The geometry of the taper is determined by the relationship of the elastomeric properties of the sleeve, the relative proximity of the cage 68 to the end of the sleeve, the Poisson's ratio of the sleeve material, and the magnitude of the applied loads. In general, the preferred length of the taper is 2-4 times the depth of the taper, hence a Taper Ratio is defined as the length of the taper divided by the depth of the taper, and the ratio is in the range from about two to about four.
Taper ratios greater than four tend to reduce the amount of effective surface for the hydraulic bearing; taper ratios less than two are typically insufficient for high contact loads (2000 lb. and greater normal contact loads).
The taper can be placed on either or both ends of the sleeve.
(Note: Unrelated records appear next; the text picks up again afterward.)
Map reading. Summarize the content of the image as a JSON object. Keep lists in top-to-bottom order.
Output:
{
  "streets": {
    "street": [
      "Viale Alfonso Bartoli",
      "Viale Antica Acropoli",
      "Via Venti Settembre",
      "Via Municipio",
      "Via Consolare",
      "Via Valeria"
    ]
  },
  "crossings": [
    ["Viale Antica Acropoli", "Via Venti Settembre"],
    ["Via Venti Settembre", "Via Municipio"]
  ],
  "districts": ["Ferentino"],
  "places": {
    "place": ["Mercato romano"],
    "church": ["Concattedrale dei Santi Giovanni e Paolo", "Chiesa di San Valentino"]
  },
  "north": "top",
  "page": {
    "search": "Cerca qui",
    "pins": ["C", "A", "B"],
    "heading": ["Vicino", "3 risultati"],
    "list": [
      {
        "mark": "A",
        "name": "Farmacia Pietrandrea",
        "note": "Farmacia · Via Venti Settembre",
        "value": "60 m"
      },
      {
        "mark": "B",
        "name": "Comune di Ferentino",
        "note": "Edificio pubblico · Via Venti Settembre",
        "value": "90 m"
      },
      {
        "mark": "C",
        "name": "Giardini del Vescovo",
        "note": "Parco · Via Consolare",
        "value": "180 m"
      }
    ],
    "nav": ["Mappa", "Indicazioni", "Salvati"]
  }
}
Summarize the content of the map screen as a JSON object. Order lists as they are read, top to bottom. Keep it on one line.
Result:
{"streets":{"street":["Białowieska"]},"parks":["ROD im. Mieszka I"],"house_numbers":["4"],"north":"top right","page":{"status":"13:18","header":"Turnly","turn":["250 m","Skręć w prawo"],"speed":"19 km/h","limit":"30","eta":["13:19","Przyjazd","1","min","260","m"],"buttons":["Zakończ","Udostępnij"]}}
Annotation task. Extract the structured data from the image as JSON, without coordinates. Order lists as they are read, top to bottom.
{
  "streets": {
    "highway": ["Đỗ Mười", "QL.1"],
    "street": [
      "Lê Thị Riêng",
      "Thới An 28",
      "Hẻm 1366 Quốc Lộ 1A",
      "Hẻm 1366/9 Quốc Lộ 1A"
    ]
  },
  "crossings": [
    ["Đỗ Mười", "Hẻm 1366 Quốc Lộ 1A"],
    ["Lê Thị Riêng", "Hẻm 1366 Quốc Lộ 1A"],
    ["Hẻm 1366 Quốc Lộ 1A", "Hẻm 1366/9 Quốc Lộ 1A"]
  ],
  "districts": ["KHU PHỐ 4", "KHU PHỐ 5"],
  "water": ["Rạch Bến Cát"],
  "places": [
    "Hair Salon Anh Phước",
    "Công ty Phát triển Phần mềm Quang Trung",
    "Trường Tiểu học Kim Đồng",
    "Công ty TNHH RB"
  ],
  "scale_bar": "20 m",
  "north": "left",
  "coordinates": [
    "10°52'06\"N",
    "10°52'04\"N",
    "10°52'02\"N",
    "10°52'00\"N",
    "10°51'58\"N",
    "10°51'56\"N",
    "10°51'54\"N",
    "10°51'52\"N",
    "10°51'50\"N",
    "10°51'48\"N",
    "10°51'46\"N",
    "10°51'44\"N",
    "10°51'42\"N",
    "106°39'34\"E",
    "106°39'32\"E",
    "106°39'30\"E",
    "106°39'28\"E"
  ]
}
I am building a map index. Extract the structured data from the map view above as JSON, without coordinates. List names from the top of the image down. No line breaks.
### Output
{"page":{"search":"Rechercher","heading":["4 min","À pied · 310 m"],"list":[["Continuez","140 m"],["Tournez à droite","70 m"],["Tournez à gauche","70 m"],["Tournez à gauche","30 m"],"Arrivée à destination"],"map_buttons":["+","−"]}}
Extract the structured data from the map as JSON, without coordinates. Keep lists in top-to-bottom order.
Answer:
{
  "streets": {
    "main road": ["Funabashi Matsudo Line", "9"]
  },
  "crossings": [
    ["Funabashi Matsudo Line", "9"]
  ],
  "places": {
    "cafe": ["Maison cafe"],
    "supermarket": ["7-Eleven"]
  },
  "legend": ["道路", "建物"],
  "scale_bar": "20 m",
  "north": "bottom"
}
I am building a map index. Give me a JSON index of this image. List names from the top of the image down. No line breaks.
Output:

If the taper is placed on both ends of the sleeve, the sleeve can be reversed and effectively double the useful life of the sleeve.
During use, the inside taper 92 prevents large side loading from forcing the end of the sleeve into abrading contact with the drill pipe. The tapered sleeve of this invention deflects inwardly to a neutral position without machining away the pipe.
The benefits of this embodiment are reduction or elimination of scouring of the drill pipe by the protector sleeve at high contact loads, and increased sleeve life because of reduced wear on the I.D. The invention is particularly useful in combination with the improved reinforcing cage structure of FIGS. 8 and 9. For rubber sleeves the improved cage holds the protector on the drill pipe more securely which can increase the abrasion wear if the end configuration of the protector results in deflection toward the pipe from side loads. The improved taper reduces or prevents such damage to the reinforced rubber protector.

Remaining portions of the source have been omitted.